Depuis la fin de 2010, l’action de Power Corporation, qui se négociait à 27,67 $, a affiché une légère progression pour se transiger actuellement aux alentours de 29 $. Pourtant, au cours de cette période, le bénéfice d’exploitation est notamment passé de 2,29 $ par action participante à 3,40 $ par action participante, a souligné M. Desmarais. « Le bénéfice d’exploitation par action […] a progressé à un taux annuel composé de 10,2 %. Nos résultats records de [l’exercice] 2015, après une autre bonne performance en 2014, sont encore meilleurs que ceux d’avant la crise financière. »

En point de presse, aux côtés de son frère Paul Desmarais fils, M. Desmarais a expliqué qu’il voulait inciter les actionnaires à ne pas se décourager, répétant que le cours du titre finirait par suivre la tendance des résultats de Power Corporation. Questionné pendant quelques minutes à ce sujet, le cochef de la direction de la société a fini par dire qu’il était surpris que le cours de l’action ne soit pas plus élevé.

Une controverse qui s’invite

Le dossier des Panama Papers s’est également invité à l’assemblée, dans la foulée d’un reportage de Radio-Canada affirmant que Power Corporation avait notamment déjà été actionnaire minoritaire d’une société chinoise ayant fait des affaires avec Mossack Fonseca, la firme comptable panaméenne au coeur de cette fuite de documents. André Desmarais a également siégé sur le conseil d’administration de CITIC Pacific de 1997 à 2014.

« Tout ce qui est fait chez Power Corporation est légal, a répondu André Desmarais. Nous sommes contre l’évasion fiscale. » Toutefois sur le dossier de l’évitement fiscal, les frères Desmarais ont affirmé que cela était légal, et qu’il était normal que les sociétés s’adonnent à ce genre de pratique. « Que ce soit Apple, n’importe quelle société qui transige de façon internationale, c’est dur de condamner quelque chose qui est légal », a affirmé André Desmarais, ajoutant que l’entreprise se conformerait aux règles en vigueur si elles venaient à être modifiées par les gouvernements.

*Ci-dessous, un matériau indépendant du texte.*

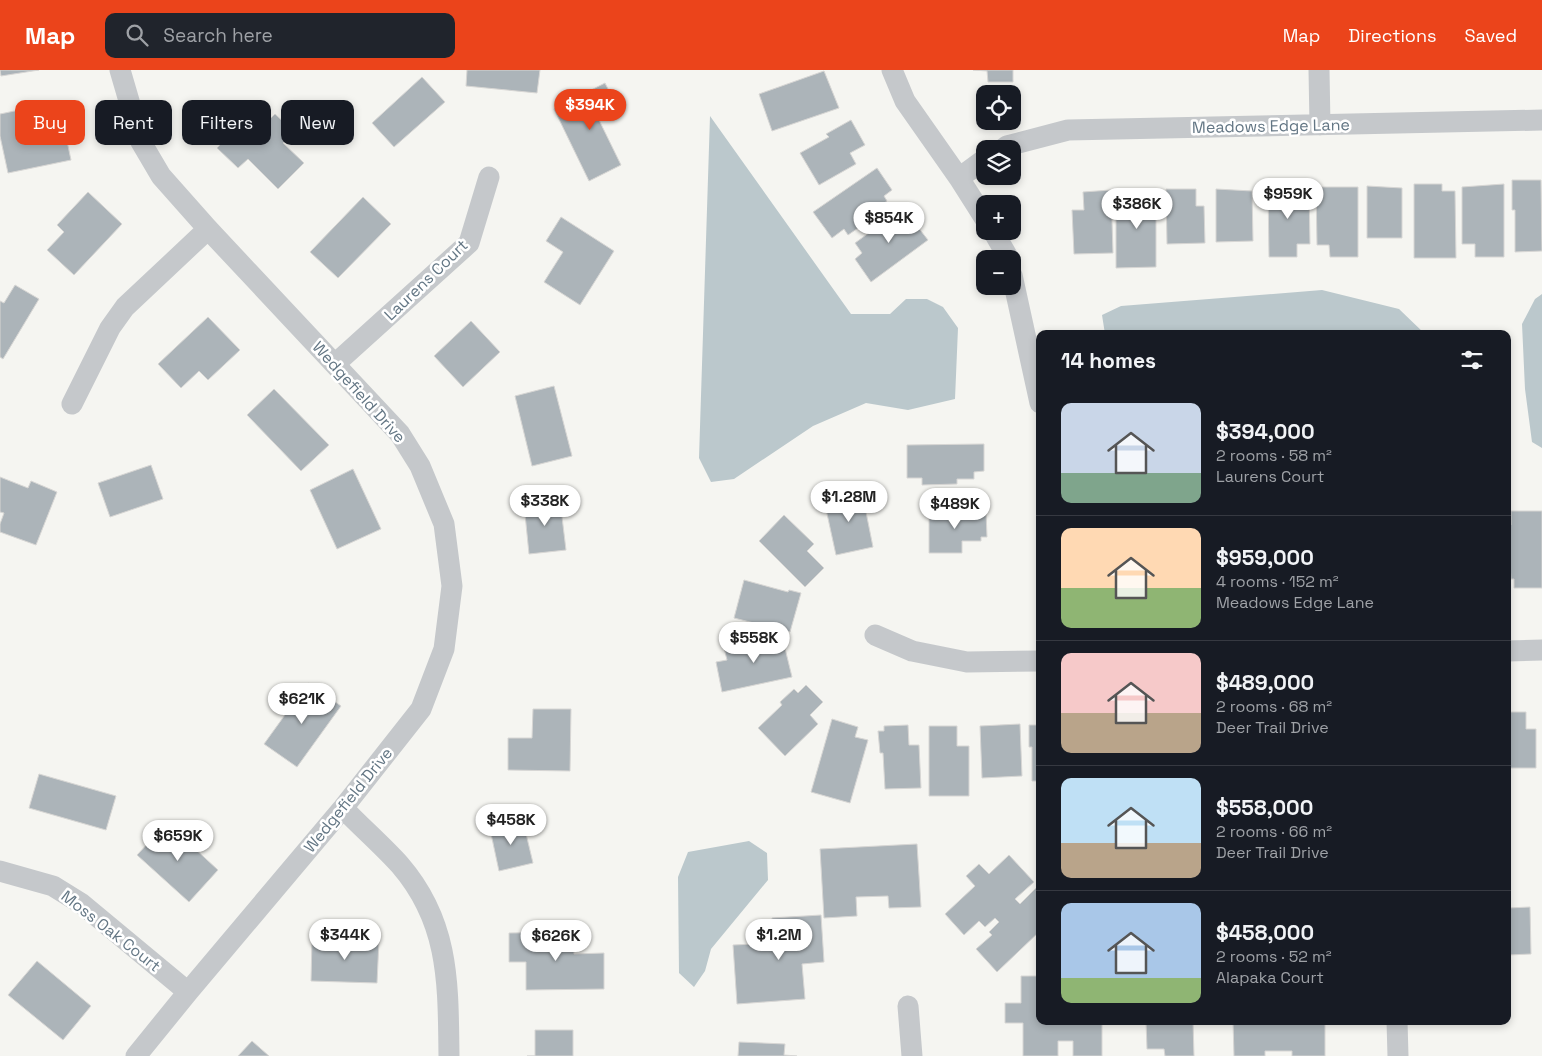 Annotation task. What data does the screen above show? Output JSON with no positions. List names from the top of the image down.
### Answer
{
  "streets": {
    "street": [
      "Meadows Edge Lane",
      "Laurens Court",
      "Wedgefield Drive",
      "Moss Oak Court"
    ]
  },
  "crossings": [
    ["Laurens Court", "Wedgefield Drive"],
    ["Wedgefield Drive", "Moss Oak Court"]
  ],
  "page": {
    "header": "Map",
    "search": "Search here",
    "nav": ["Map", "Directions", "Saved"],
    "map_buttons": ["+", "−"],
    "price": [
      "$394K",
      "$959K",
      "$386K",
      "$854K",
      "$1.28M",
      "$338K",
      "$489K",
      "$558K",
      "$621K",
      "$458K",
      "$659K",
      "$344K",
      "$1.2M",
      "$626K"
    ],
    "chip": [
      "Buy",
      "Rent",
      "Filters",
      "New"
    ],
    "heading": "14 homes",
    "list": [
      {
        "name": "$394,000",
        "note": "2 rooms · 58 m² · Laurens Court"
      },
      {
        "name": "$959,000",
        "note": "4 rooms · 152 m² · Meadows Edge Lane"
      },
      {
        "name": "$489,000",
        "note": "2 rooms · 68 m² · Deer Trail Drive"
      },
      {
        "name": "$558,000",
        "note": "2 rooms · 66 m² · Deer Trail Drive"
      },
      {
        "name": "$458,000",
        "note": "2 rooms · 52 m² · Alapaka Court"
      }
    ]
  }
} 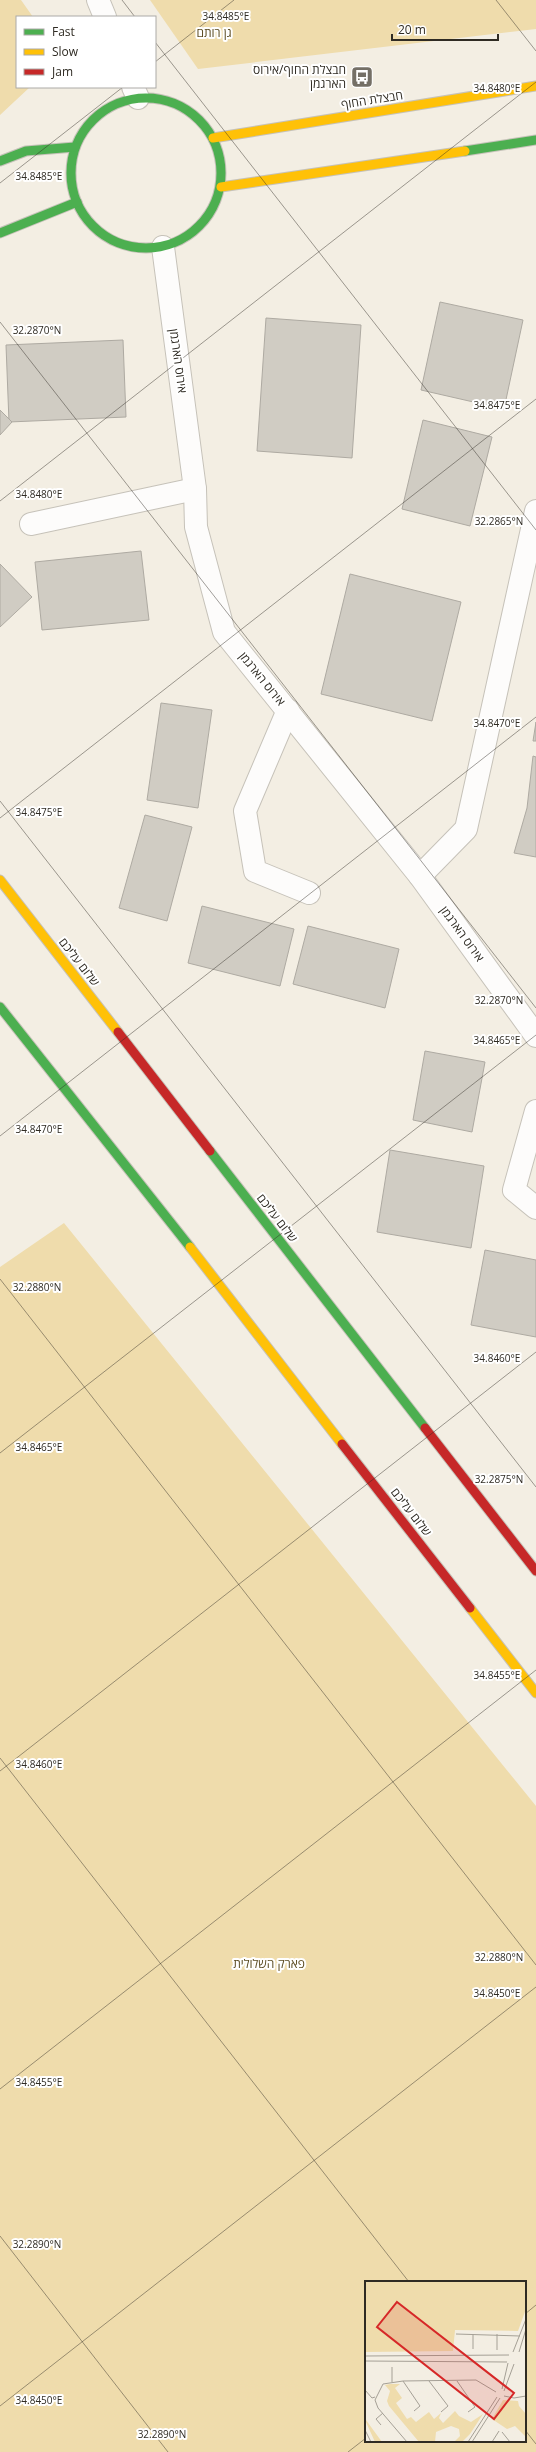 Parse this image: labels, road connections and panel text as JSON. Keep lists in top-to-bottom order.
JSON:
{
  "streets": {
    "main road": ["חבצלת החוף", "שלום עליכם"],
    "street": ["אירוס הארגמן"]
  },
  "parks": ["גן רותם", "פארק השלולית"],
  "places": {
    "bus stop": ["חבצלת החוף/אירוס הארגמן"]
  },
  "legend": ["Fast", "Slow", "Jam"],
  "scale_bar": "20 m",
  "coordinates": [
    "34.8485°E",
    "34.8480°E",
    "32.2870°N",
    "34.8475°E",
    "32.2865°N",
    "34.8470°E",
    "34.8465°E",
    "32.2880°N",
    "34.8460°E",
    "32.2875°N",
    "34.8455°E",
    "34.8450°E",
    "32.2890°N"
  ]
} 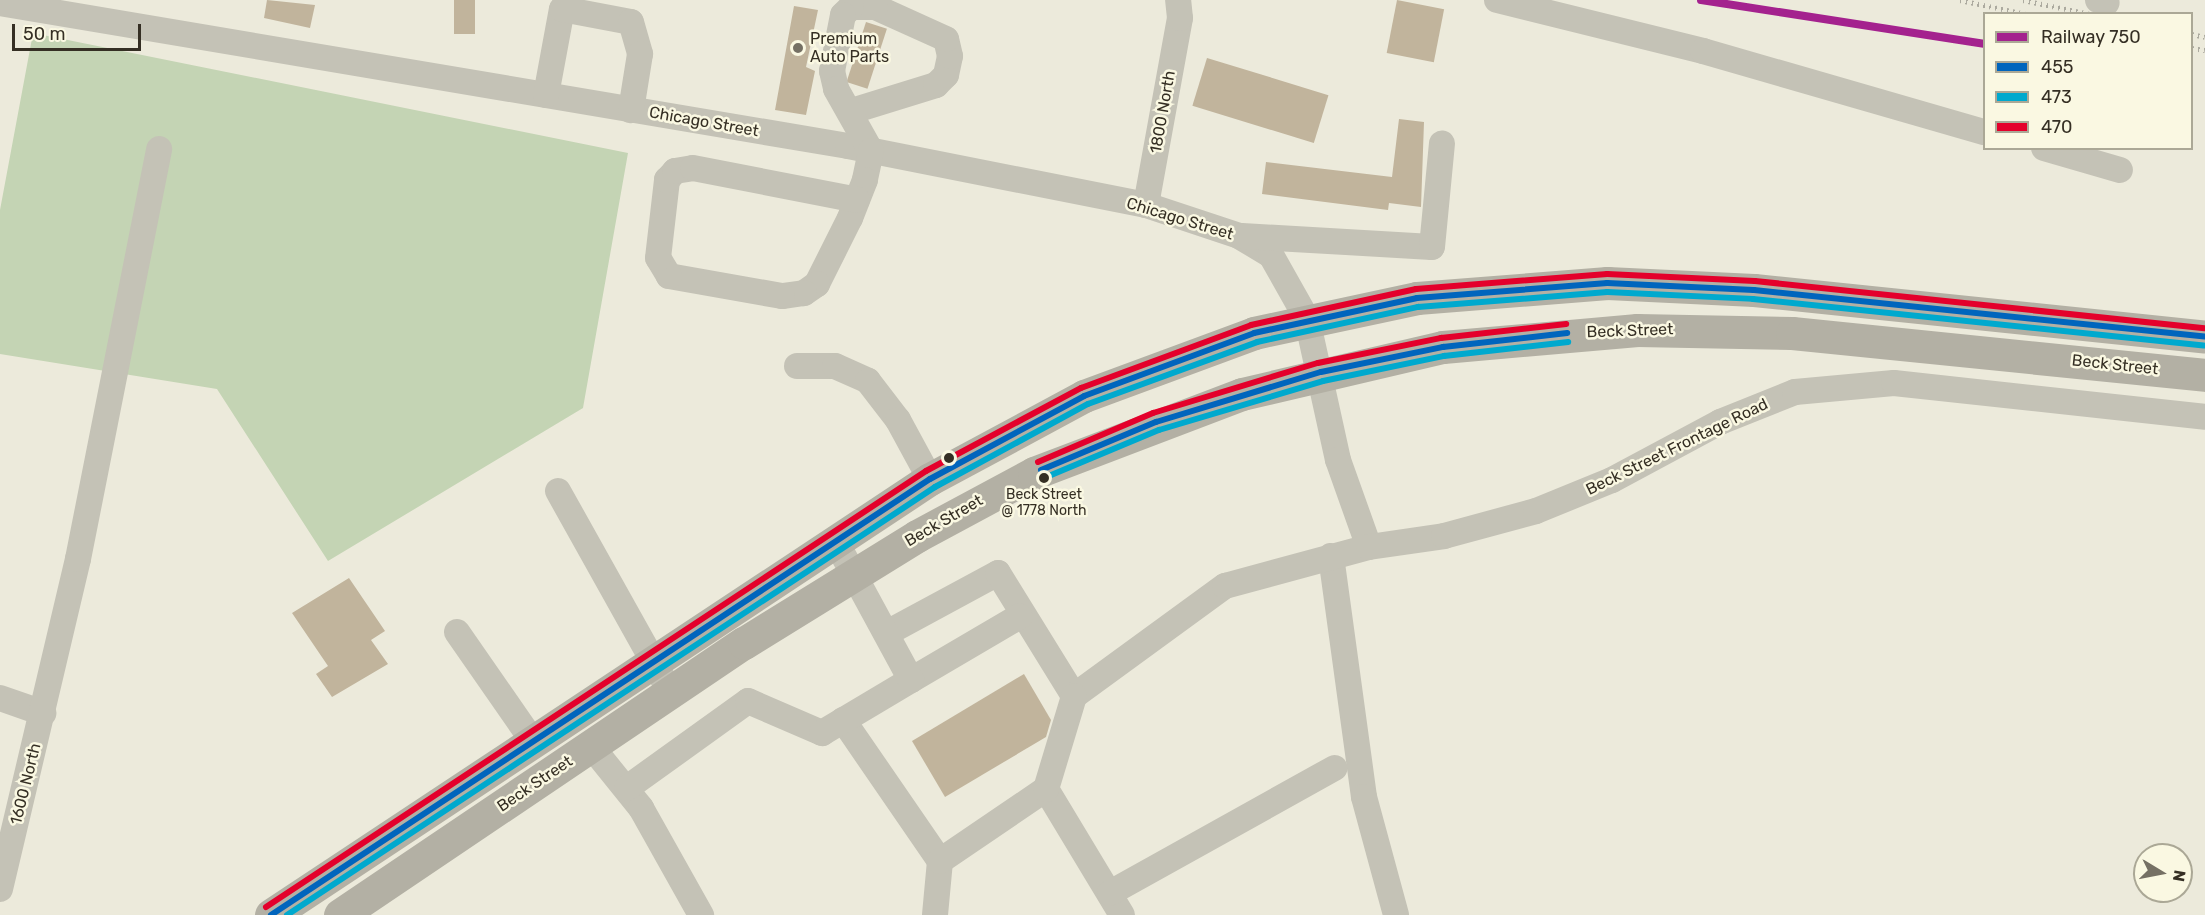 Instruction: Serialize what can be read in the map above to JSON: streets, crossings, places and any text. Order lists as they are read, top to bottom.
{
  "streets": {
    "main road": ["Beck Street"],
    "street": [
      "1800 North",
      "Chicago Street",
      "Beck Street Frontage Road",
      "1600 North"
    ]
  },
  "crossings": [
    ["1800 North", "Chicago Street"],
    ["Chicago Street", "Beck Street"]
  ],
  "places": ["Premium Auto Parts", "Beck Street @ 1778 North"],
  "lines": [
    "rail line 750",
    "transit line 470",
    "transit line 455",
    "transit line 473"
  ],
  "legend": [
    "Railway 750",
    "455",
    "473",
    "470"
  ],
  "scale_bar": "50 m",
  "north": "right"
}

Par ailleurs, celui-ci ne s’est pas formalisé des chiffres du Nieman Lab de l’université américaine Harvard à l’effet que l’application Star Touch du Toronto Star — développée sur le modèle de La Presse + — ne rejoignait que 26 000 lecteurs par jour. Premier client du modèle, l’éditeur Torstar a investi 5,1 millions dans l’application au dernier trimestre et il s’attend à allonger environ le même montant pendant le reste de 2016. Il avait investi l’an dernier 14 millions dans l’application. « Nous aurions aimé voir plus de lecteurs […] mais je crois que la stratégie du Toronto Star est très différente de la nôtre [chez Gesca] », a expliqué M. Desmarais. Il a souligné que le quotidien torontois continuait de publier une édition papier du journal, contrairement à La Presse depuis le 1er janvier dernier, à l’exception de l’édition du samedi.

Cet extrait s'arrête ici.